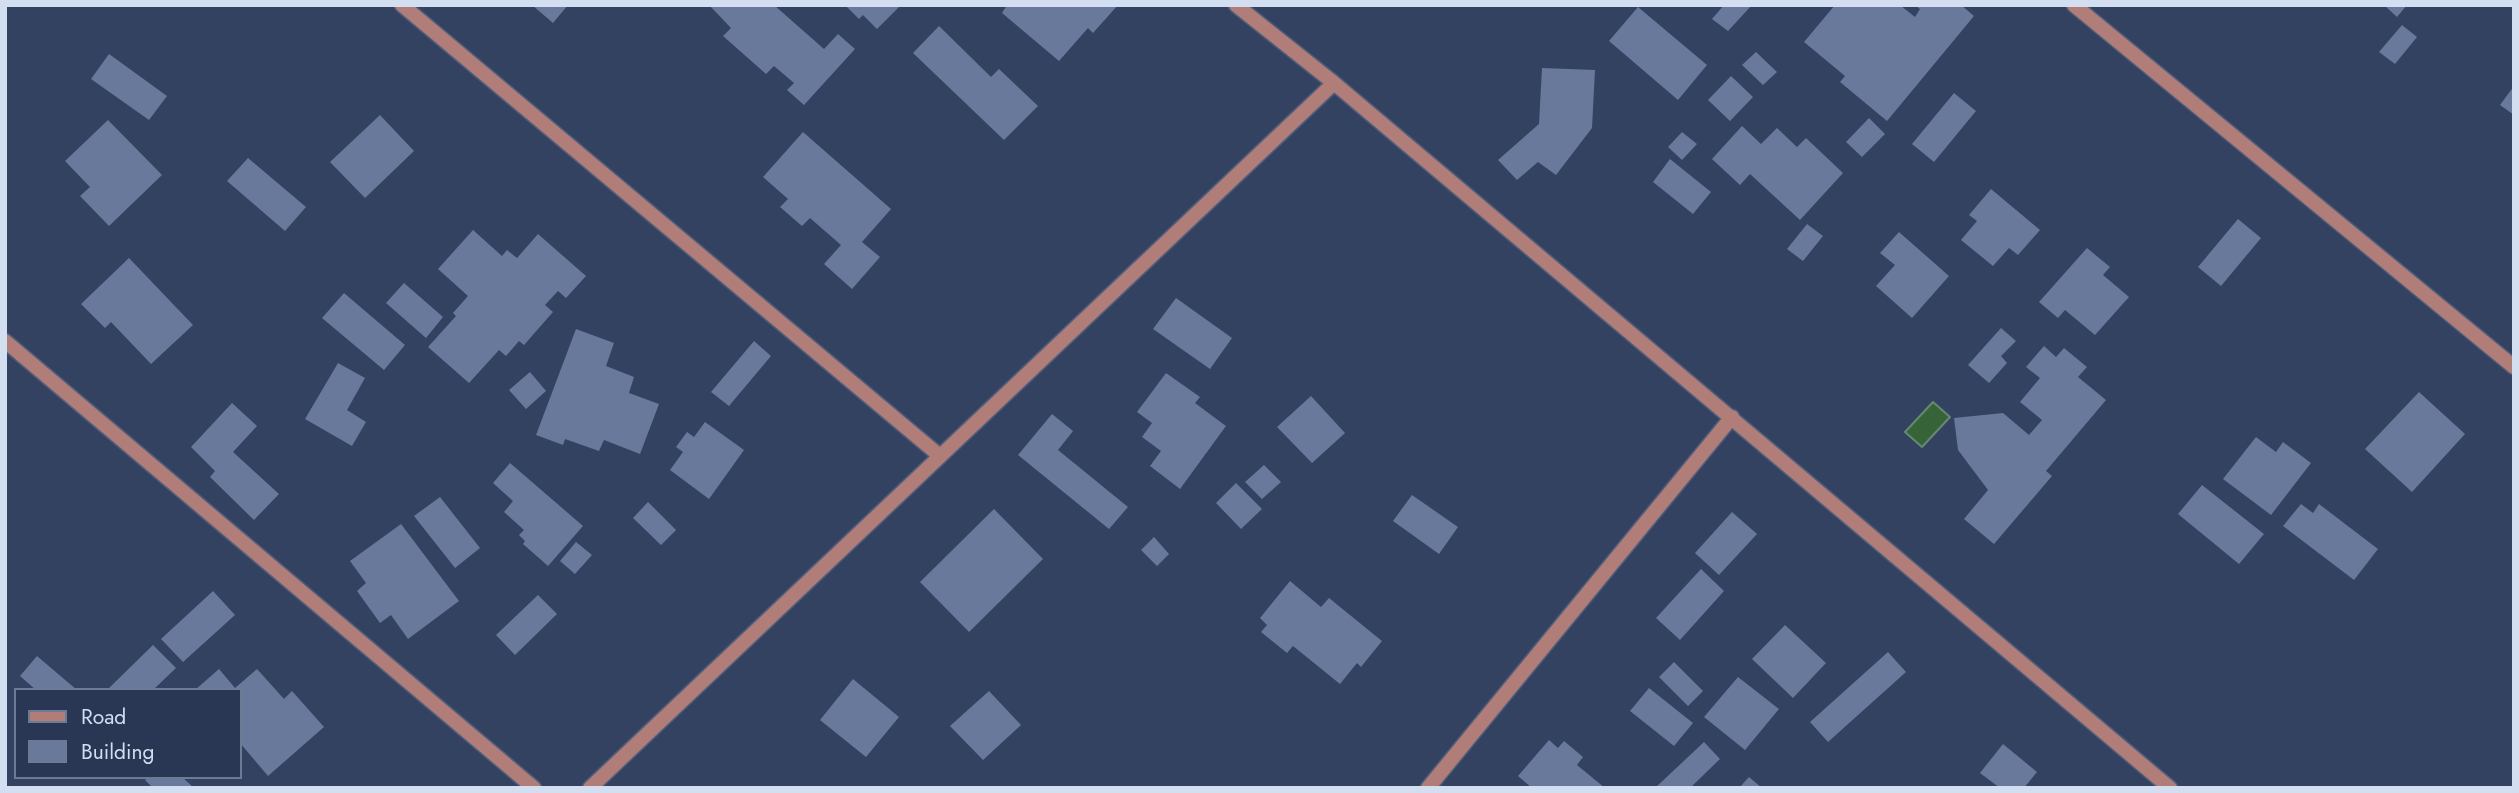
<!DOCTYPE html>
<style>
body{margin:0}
#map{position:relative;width:2519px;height:793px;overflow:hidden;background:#334261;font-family:Jost,sans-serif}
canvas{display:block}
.frame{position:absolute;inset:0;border:7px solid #d4def1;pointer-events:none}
.legend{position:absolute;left:14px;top:688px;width:228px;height:91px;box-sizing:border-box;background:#293755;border:2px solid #6d7a93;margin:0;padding:9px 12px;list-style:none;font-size:21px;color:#d4def1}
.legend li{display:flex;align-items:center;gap:14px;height:35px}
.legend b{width:35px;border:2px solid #6d7a93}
</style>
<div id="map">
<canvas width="2519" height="793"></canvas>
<div class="frame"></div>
<ul class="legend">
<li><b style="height:9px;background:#b17d78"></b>Road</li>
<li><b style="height:19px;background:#69799b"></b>Building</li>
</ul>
</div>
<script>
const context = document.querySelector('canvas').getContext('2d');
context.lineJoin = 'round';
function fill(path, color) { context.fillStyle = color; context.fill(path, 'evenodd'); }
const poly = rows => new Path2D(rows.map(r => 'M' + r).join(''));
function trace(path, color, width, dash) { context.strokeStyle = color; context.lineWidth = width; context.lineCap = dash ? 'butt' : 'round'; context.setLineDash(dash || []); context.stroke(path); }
const water = poly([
 [1933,402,1950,417,1922,447,1905,432,1933,402]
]);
fill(water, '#366438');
trace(water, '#658970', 2);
fill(poly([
 [532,5,568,5,553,23],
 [709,5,774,5,824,49,838,34,855,49,804,105,787,90,794,83,774,66,766,74,723,36,731,28],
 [845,5,901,5,877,29,863,15,859,19],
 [1007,5,1118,5,1093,33,1088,28,1059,61,1002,13],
 [1724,5,1752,5,1728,31,1712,19],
 [1835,5,1900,5,1915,17,1920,9,1915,5,1961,5,1974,16,1887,121,1840,82,1845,76,1804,42],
 [2384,5,2407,5,2397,17],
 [1638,7,1707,65,1678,100,1609,41],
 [2402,25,2417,37,2395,64,2379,52],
 [939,26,991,77,999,69,1038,106,1004,140,913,53],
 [1756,52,1777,72,1763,85,1742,65],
 [109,54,167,96,149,120,91,79],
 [1542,68,1595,70,1592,128,1556,175,1538,162,1517,180,1498,160,1539,124],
 [1731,76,1753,97,1730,121,1708,100],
 [2514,86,2514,115,2500,105],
 [1954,93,1976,111,1934,162,1912,144],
 [380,115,414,151,365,198,330,162],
 [1869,118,1885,134,1862,157,1846,142],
 [108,120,162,175,109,226,80,196,90,187,65,161],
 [1742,126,1761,144,1777,128,1797,147,1806,138,1843,173,1800,220,1750,174,1740,185,1712,159],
 [803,132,891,209,862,242,880,257,852,289,824,264,841,245,810,218,802,226,780,207,788,199,763,177],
 [1682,132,1697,144,1682,160,1668,147],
 [248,158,306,207,285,231,227,181],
 [1670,159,1711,192,1693,214,1653,182],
 [1991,189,2040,230,2018,255,2009,248,1993,266,1961,240,1977,221,1969,215],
 [2238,219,2261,238,2221,286,2198,267],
 [1807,224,1823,236,1803,261,1787,249],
 [473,230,502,256,507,250,517,258,538,234,586,276,566,298,558,291,545,305,553,312,524,345,519,341,506,356,499,350,469,383,428,347,456,316,453,313,468,296,438,269],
 [1899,232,1949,276,1912,318,1876,286,1895,265,1880,253],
 [2087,248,2110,267,2103,275,2129,297,2095,335,2065,310,2058,318,2039,302],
 [129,258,193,325,151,364,111,322,105,328,81,304],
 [404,283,443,317,426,338,386,303],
 [344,293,405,345,384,370,322,318],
 [1176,298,1232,338,1210,369,1153,329],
 [2001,328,2016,341,2001,356,2007,363,1989,383,1968,365],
 [576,329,614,343,606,366,634,377,629,393,659,404,640,454,604,440,599,451,565,439,563,445,536,435],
 [754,341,771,356,729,406,711,392],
 [2044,346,2056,357,2064,348,2087,367,2078,377,2106,400,2046,471,2052,476,1994,544,1964,519,1988,490,1958,450,1954,418,2003,413,2029,435,2042,420,2020,402,2040,378,2026,367],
 [338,363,365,378,347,410,366,422,352,446,305,419],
 [530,372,546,391,526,409,509,390],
 [1166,373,1200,397,1195,403,1226,426,1180,489,1150,466,1161,451,1142,437,1152,423,1137,412],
 [2419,392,2465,434,2412,492,2365,449],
 [1311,396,1345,433,1312,463,1277,427],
 [232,403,257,426,233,452,279,494,254,520,210,477,215,471,191,447],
 [1052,414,1073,431,1058,450,1128,507,1109,529,1018,455],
 [705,422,744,450,709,499,670,470,683,452,676,447,687,432,694,437],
 [2256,437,2276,452,2283,442,2311,463,2271,515,2223,479],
 [510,463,583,526,548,566,523,544,525,541,519,535,524,530,504,512,513,501,493,483],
 [1264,465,1281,482,1262,499,1245,482],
 [1236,483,1262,509,1241,529,1216,503],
 [2202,485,2264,534,2239,564,2178,514],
 [1412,495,1458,527,1439,554,1393,521],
 [440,497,480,548,455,568,414,516],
 [648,502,676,530,661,545,633,518],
 [2301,504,2313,513,2319,504,2378,549,2354,580,2283,526],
 [994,509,1043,559,969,632,920,582],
 [1732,512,1757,534,1719,575,1695,553],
 [401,524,459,601,408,639,391,615,380,623,357,591,366,583,350,561],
 [1154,537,1169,554,1157,566,1141,550],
 [576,542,592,555,575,574,560,561],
 [1701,569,1724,591,1680,640,1656,618],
 [1290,581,1321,607,1329,598,1382,641,1361,667,1357,663,1340,684,1293,646,1287,653,1261,632,1267,625,1260,618],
 [213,591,235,615,183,662,161,639],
 [538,595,557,614,515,655,496,635],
 [1785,625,1826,663,1793,698,1752,659],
 [153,645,176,668,153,690,107,690],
 [1888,652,1906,672,1828,742,1810,722],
 [37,656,77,690,36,690,20,676],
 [1674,662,1703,691,1688,706,1659,677],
 [219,669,235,688,257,669,284,699,292,691,324,727,268,776,240,743,240,690,195,690],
 [1738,677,1779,709,1745,750,1704,717],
 [853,679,899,717,866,757,820,720],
 [1649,688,1693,723,1674,746,1630,711],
 [989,691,1021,725,983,760,950,726],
 [1549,740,1558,748,1564,741,1583,757,1577,765,1605,788,1532,788,1518,776],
 [1704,742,1720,759,1690,788,1655,788],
 [2003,744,2037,772,2024,788,2000,788,1980,773],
 [148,777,182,777,194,788,153,788,145,780],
 [1749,777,1762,788,1739,788]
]), '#69799b');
const street = poly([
 [402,5,940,456],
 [1236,5,1334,83,2170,788],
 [2074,5,2514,367],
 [5,341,534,788],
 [590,788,1334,83],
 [1428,788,1732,417]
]);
trace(street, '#505e7b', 17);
trace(street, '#b17d78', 14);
</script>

> WORK TASK: Reproduce the records above from their first line to the line bearing "function fill(path, color)", both ends included, leaving every picture out.

> EXERCISE OUTPUT:
<!DOCTYPE html>
<style>
body{margin:0}
#map{position:relative;width:2519px;height:793px;overflow:hidden;background:#334261;font-family:Jost,sans-serif}
canvas{display:block}
.frame{position:absolute;inset:0;border:7px solid #d4def1;pointer-events:none}
.legend{position:absolute;left:14px;top:688px;width:228px;height:91px;box-sizing:border-box;background:#293755;border:2px solid #6d7a93;margin:0;padding:9px 12px;list-style:none;font-size:21px;color:#d4def1}
.legend li{display:flex;align-items:center;gap:14px;height:35px}
.legend b{width:35px;border:2px solid #6d7a93}
</style>
<div id="map">
<canvas width="2519" height="793"></canvas>
<div class="frame"></div>
<ul class="legend">
<li><b style="height:9px;background:#b17d78"></b>Road</li>
<li><b style="height:19px;background:#69799b"></b>Building</li>
</ul>
</div>
<script>
const context = document.querySelector('canvas').getContext('2d');
context.lineJoin = 'round';
function fill(path, color) { context.fillStyle = color; context.fill(path, 'evenodd'); }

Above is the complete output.